Wednesday, December 24, 2008

Weekly Update


I am still debating weather to make this a bi-monthly update, or not, let me know what you think, or want, via the forum or comments down below. This week I will interview Jonathan Gay, one of the original creators of Dark Castle, and Beyond Dark Castle. He went on to create Flash, and then form his own company, Greenbox Technology.

Jon God: Have you ever thought about returning to game development?

Jonathan Gay: I really enjoyed building Airborne! and the first two versions of Dark Castle but I've have not been tempted to try another game. I find game technology very interesting but I've always spent more time programming than playing games and I find it's interesting to keep trying new things so it's been good to get to work in a variety of areas of software in my career.

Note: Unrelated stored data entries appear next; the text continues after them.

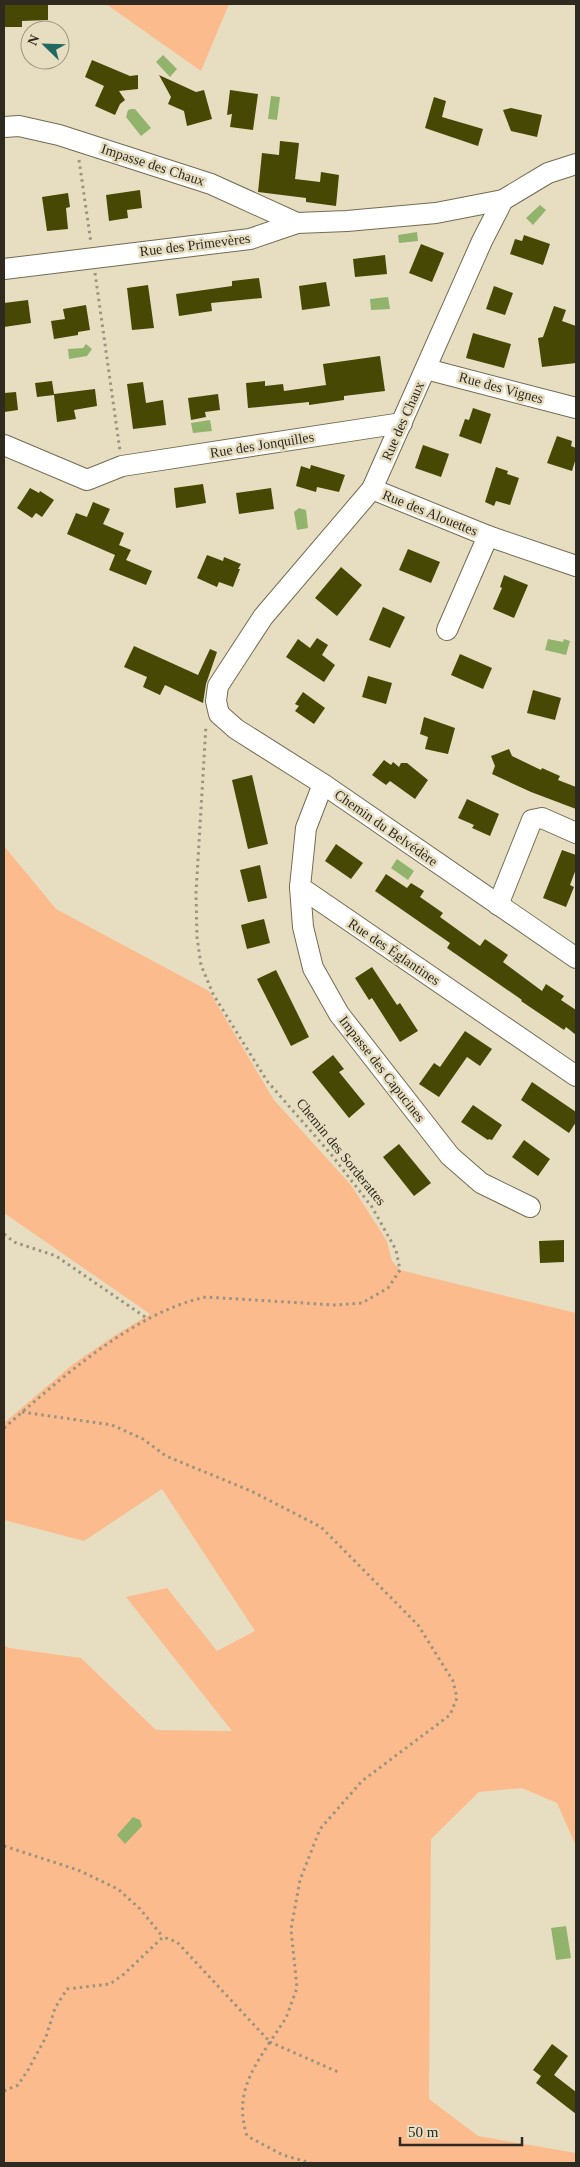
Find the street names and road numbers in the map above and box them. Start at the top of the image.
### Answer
street label: Impasse des Chaux [99,141,207,189]
street label: Rue des Primevères [139,231,251,259]
street label: Rue des Vignes [457,370,545,406]
street label: Rue des Chaux [379,379,427,463]
street label: Rue des Jonquilles [209,429,315,461]
street label: Rue des Alouettes [380,487,480,539]
street label: Chemin du Belvédère [332,787,440,869]
street label: Rue des Églantines [345,915,443,988]
street label: Impasse des Capucines [336,1013,428,1125]
street label: Chemin des Sorderattes [293,1096,389,1208]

Jon God: Have you gotten a chance to play Return to Dark Castle, if so, what did you think?

Jonathan Gay: I have not played Return to Dark Castle. I have a fondness for the simplicity of the original Dark Castle so it does seem like an interesting challenge to try and keep that feel while taking advantage of the capabilities of modern computers.

Jon God: What inspired Dark Castle?

Jonathan Gay: There were a combination of things. The technology we had available on the Mac was one driver. We had gained some skills with working with digitized sound on the Mac from Airborne! and I also did some work to get smooth flicker free animation on the Mac. We also wanted a game that made sense with the mouse and the keyboard as input. Many arcade games used a joystick but that was not available on the Mac. Having a talented artist and animator, Mark Stephen Pierce, on the team was also a new thing for Mac games at the time so that allowed us to do good animation. Mark was in San Francisco and I was in San Diego so we met for a couple days in San Diego to develop an idea, Mark started sending artwork and animation mockups and I started making it work.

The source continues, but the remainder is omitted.